On December 20, 2013, Gimenez was claimed off waivers by the Oakland Athletics. He was then claimed off waivers by the Texas Rangers on March 28, 2014. He made the Rangers opening day roster on March 31, but was designated for assignment the next day. He elected to become a free agent on April 5. He re-signed a minor league contract on April 9 and was assigned to the Rangers' Triple-A affiliate, the Round Rock Express.

Gimenez's returned to the Rangers when his contract was selected from Round Rock on May 20 when J. P. Arencibia was optioned to Round Rock. He made the first pitching appearance of his Major League career on July 10, 2014, in the ninth inning of a blowout loss for the Rangers against the Los Angeles Angels. He pitched a 1-2-3 inning, including a swinging strikeout of C. J. Cron. Gimenez was designated for assignment on August 7. He was acquired by the Cleveland Indians on August 23, 2014.

Gimenez signed a minor league deal with the Rangers on November 20, 2014. On July 31, 2015, Gimenez was recalled from Triple-A Round Rock after Tomas Telis was traded to the Miami Marlins. He appeared in the postseason for the first time in the 2015 ALDS.

Gimenez was traded back to the Cleveland Indians on May 4, 2016, in exchange for cash considerations. On November 18, 2016, Gimenez was outrighted off the 40-man roster; he subsequently elected free agency on November 21, 2016.
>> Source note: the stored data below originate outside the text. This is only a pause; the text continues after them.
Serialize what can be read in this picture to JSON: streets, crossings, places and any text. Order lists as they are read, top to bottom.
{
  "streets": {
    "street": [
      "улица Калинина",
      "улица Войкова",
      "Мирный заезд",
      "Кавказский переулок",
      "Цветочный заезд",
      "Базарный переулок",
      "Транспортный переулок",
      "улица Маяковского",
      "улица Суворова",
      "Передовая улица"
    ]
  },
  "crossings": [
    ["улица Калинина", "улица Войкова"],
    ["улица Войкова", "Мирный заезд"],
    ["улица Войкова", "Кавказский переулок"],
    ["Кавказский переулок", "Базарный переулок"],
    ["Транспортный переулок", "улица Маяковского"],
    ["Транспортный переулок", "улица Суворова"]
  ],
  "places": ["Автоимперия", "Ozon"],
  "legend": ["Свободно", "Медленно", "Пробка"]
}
===Minnesota Twins and Chicago Cubs===
On January 12, 2017, Gimenez signed a minor league contract with the Minnesota Twins that included an invitation to spring training. Gimenez made the Twins' 25-man roster out of camp.

On April 23, 2017, Gimenez pitched for his fourth time to Andrew Romine of the Detroit Tigers in the top of the 9th inning, resulting in a pop-fly out to retire the inning. He was outrighted to AAA on November 6, 2017.
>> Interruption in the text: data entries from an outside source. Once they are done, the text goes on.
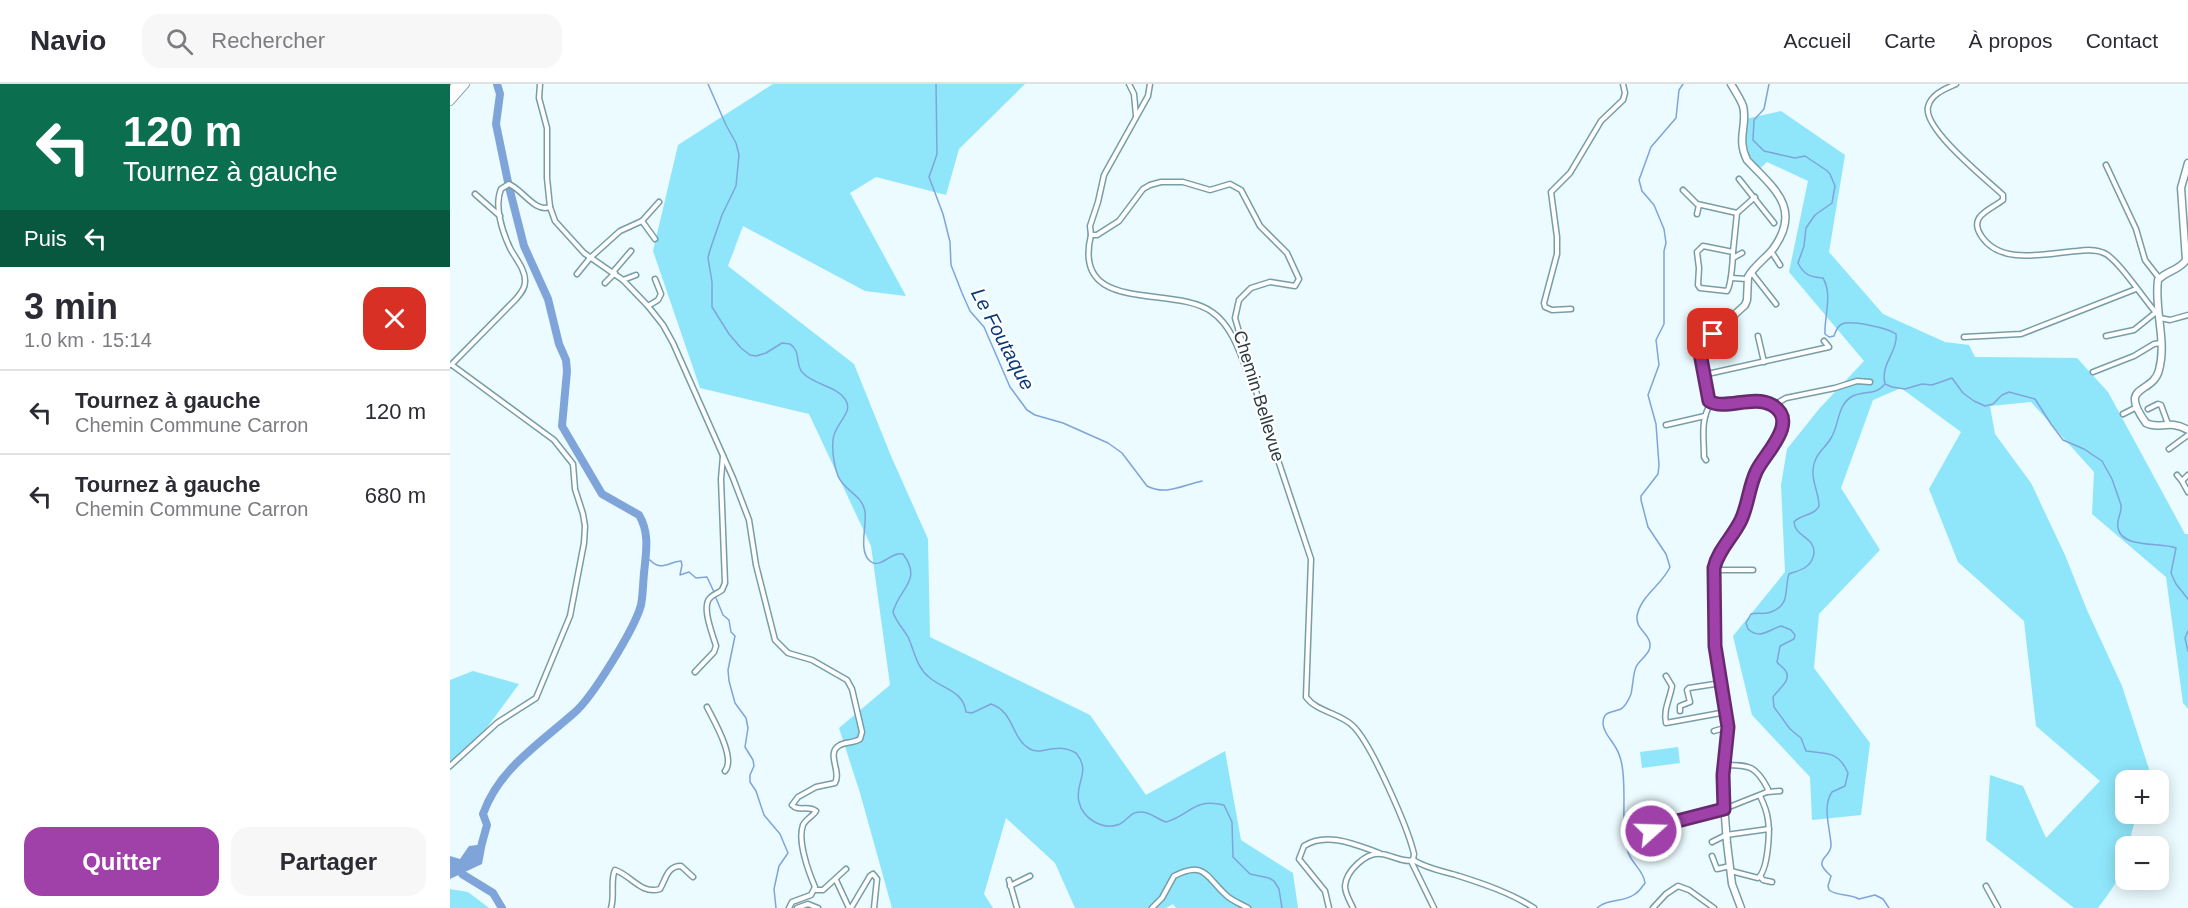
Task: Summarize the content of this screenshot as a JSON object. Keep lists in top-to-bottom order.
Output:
{
  "streets": {
    "street": ["Chemin Bellevue"]
  },
  "water": ["Le Foutaque"],
  "page": {
    "header": "Navio",
    "search": "Rechercher",
    "nav": [
      "Accueil",
      "Carte",
      "À propos",
      "Contact"
    ],
    "turn": ["120 m", "Tournez à gauche"],
    "then": "Puis",
    "heading": ["3 min", "1.0 km · 15:14"],
    "list": [
      {
        "name": "Tournez à gauche",
        "note": "Chemin Commune Carron",
        "value": "120 m"
      },
      {
        "name": "Tournez à gauche",
        "note": "Chemin Commune Carron",
        "value": "680 m"
      }
    ],
    "map_buttons": ["+", "−"],
    "buttons": ["Quitter", "Partager"]
  }
}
On January 22, 2018, Gimenez signed a minor league deal with the Chicago Cubs.
He made his debut with the team on May 28, 2018, with a single in his first at-bat against the Pittsburgh Pirates. On July 4, 2018, the Cubs designated him for assignment.

On August 30, 2018, Gimenez and cash were traded back to the Twins in exchange for Bobby Wilson.

===Coaching===
After the 2018 season, he retired from playing to take on the role of Game Planning Coach for the Los Angeles Dodgers.